Friday, August 14, 2015
The Messengers by Edward Hogan
Since her brother Johnny disappeared after injuring a policeman in a bar fight, Frances has been experiencing blackouts. When she starts to regain consciousness, she begins to draw. At first the drawings are meaningless scribbles, but increasingly they have become detailed scenes containing particular people whom she has seen in town. Then she meets Peter, who recognizes her as someone like him, a "messenger," doomed to create sketches of death scenes and deliver them to the people who are going to die. If Frances refuses to pass along the drawings, someone close to her will suffer. The Messengers follows how Frances and Peter try to deal with this curse. Creepy, thought-provoking, suspenseful.
Labels:
coming-of-age,
death,
family,
supernatural fiction,
survival
Wednesday, August 12, 2015
The Impersonator by Mary Miley
Vaudeville and Prohibition in the Roaring Twenties form the setting for this murder mystery in a small town in Oregon. A young vaudeville performer bears a striking resemblance to a missing heiress, and the heiress's devious and unscrupulous uncle plots to use Leah to impersonate Jessie Carr, who reappears on her 21st birthday to claim her inheritance. Leah has been on stage since her childhood, so becoming Jessie is no great challenge, but what if her secret is uncovered? She could go to jail or worse, face the same fate as Jessie, who is probably dead. Leah, as Jessie, has to fool her aunt, cousins and grandmother while exploring the family estate and asking questions to figure out the truth before Jessie's murderer makes her his next victim.
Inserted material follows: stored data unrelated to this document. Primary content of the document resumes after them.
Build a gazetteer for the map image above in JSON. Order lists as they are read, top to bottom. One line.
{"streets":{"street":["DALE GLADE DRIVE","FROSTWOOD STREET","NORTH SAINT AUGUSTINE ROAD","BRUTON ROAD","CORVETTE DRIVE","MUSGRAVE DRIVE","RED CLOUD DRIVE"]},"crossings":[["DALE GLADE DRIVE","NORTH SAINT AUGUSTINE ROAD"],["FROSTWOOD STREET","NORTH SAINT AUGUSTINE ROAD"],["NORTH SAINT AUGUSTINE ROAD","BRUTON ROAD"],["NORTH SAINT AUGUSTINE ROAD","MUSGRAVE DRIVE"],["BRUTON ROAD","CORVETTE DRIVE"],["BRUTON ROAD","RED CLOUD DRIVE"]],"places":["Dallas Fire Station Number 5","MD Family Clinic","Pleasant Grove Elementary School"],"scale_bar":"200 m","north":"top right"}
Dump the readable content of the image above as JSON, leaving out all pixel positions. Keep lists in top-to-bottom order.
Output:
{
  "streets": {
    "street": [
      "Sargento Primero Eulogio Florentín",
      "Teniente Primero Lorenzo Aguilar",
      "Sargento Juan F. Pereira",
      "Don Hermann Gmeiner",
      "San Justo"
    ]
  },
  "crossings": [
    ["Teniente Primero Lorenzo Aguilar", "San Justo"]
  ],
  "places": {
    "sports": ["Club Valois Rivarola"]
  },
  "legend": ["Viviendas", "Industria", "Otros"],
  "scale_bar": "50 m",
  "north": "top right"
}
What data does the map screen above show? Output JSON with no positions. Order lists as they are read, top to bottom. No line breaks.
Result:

Burn by Walter Jury and Sarah Fine
Burn takes up where Scan, the story of a boy's fight to protect his father's invention, the scanner that can tell human from alien, leaves off. The scanner is now in the hands of the H2 (alien) forces, but the enemy needs Tate to decipher his murdered father's coded files on how to use the technology and save the planet. Burn is a rollercoaster of a book, with Tate, a teenage version of television's MacGyver, struggling to outsmart his foes while evading capture himself. There are action scenes galore, betrayals at the highest levels in the Fifty (the humans), arson, torture, and discovery of a new, even more lethal threat to earth's survival. Impossible to put down.
Labels:
Adventure,
invasion,
mystery,
romance,
science fiction,
spacecraft,
survival,
technology,
weaponry
the impossible knife of memory by Laurie Halse Anderson
High school senior Hayley Kincain lives every day on edge. She must walk on eggshells around her father, a veteran haunted by his wartime experiences whose escape through drinking and drugs leave him moody and unstable. Her own past has taught her to fear trusting others and caring about anything or anyone except her dad. Then into her life comes a charming, funny, persistent and thoughtful boy who wants to be with her and make her laugh. Can Finn bring love and thoughts of a better future to Hayley, or is he just another distraction from her full time responsibilities trying to save her father from the ravages of his PTSD? Great story!
Labels:
abuse,
coming-of-age,
disability,
mental illness,
PTSD
Sunday, August 9, 2015
The Porcupine of Truth by Bill Konigsberg
New Yorker Carson Smith and homeless Aisha Stinson meet at the Billings Zoo and strike up an immediate friendship. Both teens are struggling to cope with their totally dysfunctional families, mainly with their fathers. Carson's disappeared from his life when Carson was a young child and is now dying and Aisha's dad kicked her out because he cannot accept that she is gay. The two of them decide to solve the mystery of Carson's grandfather, whom they suspect is still alive, although he deserted Carson's dad decades earlier. They embark on a cross country road trip which tests their ingenuity, their resilience, their sense of humor, and the strength of their relationship.
Labels:
Adventure,
AIDS,
alcoholism,
coming-of-age,
desertion,
faith,
LBGTQ,
Montana,
prejudice,
racism
Spare Parts by Joshua Davis
Davis tells the story of four Latino teens from a disadvantaged community and high school in West Phoenix who compete in a national underwater robotics competition in the college division. With a budget a fraction of MIT's, the teens design "Stinky," a funny-looking but remarkably effective underwater robot built with such materials as PVC pipe, string, a balloon and a milk container. Confronted daily with issues of poverty, violence, and, in one case, the reality of being illegal, Oscar, Luis, Cristian and Lorenzo combine their various talents with the support of two dedicated teachers to qualify for the championship in Santa Barbara. Alternately inspirational and sobering, Spare Parts is a compelling story.